> **THE TASK**: Looking at the entries, say how many lines contain the string "small". Offer nothing besides the number.

> **STUDY MATERIAL**:
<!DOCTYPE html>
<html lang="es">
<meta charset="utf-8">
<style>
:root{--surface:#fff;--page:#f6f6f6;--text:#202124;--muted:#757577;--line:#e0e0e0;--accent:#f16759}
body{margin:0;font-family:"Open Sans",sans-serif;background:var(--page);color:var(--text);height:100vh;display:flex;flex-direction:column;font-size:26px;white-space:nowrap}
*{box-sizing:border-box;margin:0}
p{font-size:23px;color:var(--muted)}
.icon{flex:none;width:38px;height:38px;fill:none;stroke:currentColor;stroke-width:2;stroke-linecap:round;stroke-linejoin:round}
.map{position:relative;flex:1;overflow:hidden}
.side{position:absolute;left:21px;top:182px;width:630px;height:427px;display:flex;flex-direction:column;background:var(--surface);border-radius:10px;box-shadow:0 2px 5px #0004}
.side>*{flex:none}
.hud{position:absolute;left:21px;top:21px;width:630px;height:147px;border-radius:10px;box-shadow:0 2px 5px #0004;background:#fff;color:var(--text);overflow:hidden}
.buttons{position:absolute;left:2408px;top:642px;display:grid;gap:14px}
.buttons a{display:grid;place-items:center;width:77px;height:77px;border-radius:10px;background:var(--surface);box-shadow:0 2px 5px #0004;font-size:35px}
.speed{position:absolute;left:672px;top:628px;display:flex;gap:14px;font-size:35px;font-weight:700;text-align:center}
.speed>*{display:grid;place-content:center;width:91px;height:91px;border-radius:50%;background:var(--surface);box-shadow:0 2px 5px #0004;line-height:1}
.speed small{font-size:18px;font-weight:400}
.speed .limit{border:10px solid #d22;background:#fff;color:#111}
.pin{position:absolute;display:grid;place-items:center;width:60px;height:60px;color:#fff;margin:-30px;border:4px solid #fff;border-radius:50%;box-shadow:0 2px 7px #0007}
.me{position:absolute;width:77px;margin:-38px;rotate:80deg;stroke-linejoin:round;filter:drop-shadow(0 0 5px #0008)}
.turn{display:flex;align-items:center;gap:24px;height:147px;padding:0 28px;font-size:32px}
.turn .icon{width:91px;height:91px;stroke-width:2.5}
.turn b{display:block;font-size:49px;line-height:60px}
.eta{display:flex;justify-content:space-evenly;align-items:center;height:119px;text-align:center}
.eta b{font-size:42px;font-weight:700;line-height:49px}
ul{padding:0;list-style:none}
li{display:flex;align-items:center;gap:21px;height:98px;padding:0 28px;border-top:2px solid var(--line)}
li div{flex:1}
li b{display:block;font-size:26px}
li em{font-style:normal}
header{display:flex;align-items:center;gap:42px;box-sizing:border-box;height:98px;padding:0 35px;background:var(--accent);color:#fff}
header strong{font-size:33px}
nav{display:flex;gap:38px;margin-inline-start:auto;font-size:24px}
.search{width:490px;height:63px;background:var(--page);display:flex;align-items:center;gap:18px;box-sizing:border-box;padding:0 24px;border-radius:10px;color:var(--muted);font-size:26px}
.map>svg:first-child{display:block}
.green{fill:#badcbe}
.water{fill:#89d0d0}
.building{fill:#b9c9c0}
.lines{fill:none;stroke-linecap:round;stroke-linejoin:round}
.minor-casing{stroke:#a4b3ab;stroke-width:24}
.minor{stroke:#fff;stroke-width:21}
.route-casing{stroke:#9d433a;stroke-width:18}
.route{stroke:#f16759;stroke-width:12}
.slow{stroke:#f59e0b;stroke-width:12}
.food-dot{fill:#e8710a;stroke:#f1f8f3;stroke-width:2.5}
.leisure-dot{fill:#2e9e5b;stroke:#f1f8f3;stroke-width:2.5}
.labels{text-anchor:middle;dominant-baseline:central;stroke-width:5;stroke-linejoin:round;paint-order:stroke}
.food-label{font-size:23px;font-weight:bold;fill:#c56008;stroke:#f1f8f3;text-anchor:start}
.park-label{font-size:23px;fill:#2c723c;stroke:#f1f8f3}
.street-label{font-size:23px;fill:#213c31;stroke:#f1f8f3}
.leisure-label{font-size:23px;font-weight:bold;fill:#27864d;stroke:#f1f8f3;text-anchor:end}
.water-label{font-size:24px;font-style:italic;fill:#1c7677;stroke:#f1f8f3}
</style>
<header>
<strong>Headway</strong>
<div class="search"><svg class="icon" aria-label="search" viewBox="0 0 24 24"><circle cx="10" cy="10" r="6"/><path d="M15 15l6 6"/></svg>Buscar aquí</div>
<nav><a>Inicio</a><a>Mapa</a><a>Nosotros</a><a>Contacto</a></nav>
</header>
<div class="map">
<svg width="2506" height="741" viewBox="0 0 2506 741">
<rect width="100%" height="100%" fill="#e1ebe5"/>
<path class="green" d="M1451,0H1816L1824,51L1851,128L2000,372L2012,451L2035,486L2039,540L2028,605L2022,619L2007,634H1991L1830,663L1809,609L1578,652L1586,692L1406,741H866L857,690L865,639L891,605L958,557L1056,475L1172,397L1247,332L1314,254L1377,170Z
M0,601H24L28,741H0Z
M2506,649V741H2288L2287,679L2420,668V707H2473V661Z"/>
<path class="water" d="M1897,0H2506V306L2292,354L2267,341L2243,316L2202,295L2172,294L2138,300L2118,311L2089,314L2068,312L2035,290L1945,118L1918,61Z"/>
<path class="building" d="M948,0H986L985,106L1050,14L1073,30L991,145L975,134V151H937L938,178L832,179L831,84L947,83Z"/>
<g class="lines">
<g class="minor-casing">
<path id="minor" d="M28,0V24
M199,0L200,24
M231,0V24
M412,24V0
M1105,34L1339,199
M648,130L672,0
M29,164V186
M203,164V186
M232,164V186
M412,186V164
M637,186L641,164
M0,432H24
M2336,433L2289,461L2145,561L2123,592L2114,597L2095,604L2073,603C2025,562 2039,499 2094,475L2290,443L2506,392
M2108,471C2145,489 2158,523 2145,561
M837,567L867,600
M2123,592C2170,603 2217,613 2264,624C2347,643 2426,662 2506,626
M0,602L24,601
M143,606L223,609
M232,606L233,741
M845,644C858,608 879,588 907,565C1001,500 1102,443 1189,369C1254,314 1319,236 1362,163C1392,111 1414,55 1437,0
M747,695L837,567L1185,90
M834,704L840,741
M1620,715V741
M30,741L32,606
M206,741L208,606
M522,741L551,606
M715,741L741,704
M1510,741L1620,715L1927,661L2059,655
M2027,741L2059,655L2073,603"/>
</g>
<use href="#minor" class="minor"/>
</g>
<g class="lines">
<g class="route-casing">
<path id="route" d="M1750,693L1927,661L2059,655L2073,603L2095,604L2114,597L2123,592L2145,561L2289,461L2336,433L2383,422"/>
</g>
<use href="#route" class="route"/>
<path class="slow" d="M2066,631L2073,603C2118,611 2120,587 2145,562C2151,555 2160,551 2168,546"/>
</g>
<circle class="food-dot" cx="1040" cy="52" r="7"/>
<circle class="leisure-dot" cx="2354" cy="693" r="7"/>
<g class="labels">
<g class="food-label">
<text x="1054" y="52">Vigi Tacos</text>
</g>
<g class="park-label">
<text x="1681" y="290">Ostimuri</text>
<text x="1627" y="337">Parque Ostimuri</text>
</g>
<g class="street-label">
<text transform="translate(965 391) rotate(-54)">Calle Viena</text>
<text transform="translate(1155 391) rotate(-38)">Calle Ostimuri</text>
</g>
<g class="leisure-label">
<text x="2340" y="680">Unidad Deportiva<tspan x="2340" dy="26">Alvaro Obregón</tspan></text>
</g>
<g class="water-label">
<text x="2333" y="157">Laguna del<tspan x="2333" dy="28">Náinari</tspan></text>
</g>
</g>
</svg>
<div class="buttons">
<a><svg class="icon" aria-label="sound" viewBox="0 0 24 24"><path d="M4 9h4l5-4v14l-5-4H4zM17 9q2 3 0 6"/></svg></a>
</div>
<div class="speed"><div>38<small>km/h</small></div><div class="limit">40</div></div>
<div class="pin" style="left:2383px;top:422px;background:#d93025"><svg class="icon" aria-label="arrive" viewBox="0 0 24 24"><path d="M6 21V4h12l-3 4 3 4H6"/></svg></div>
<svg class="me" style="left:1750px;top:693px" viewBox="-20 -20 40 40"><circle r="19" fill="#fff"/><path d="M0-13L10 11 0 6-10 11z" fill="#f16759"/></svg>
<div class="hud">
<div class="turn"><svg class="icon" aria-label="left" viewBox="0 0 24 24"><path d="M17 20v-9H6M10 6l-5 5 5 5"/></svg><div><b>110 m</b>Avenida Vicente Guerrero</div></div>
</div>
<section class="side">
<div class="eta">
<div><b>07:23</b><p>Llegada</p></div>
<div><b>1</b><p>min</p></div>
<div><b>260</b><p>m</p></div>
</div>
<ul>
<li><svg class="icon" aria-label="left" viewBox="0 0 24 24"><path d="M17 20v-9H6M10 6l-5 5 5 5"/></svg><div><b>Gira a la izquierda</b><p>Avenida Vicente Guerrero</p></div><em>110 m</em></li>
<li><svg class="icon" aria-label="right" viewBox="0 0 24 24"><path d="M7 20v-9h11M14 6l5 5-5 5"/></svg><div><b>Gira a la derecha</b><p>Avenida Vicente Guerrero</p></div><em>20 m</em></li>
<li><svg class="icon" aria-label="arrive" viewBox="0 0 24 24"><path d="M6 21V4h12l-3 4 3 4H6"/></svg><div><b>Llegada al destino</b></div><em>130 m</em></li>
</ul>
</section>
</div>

> **TASK SOLUTION**: 2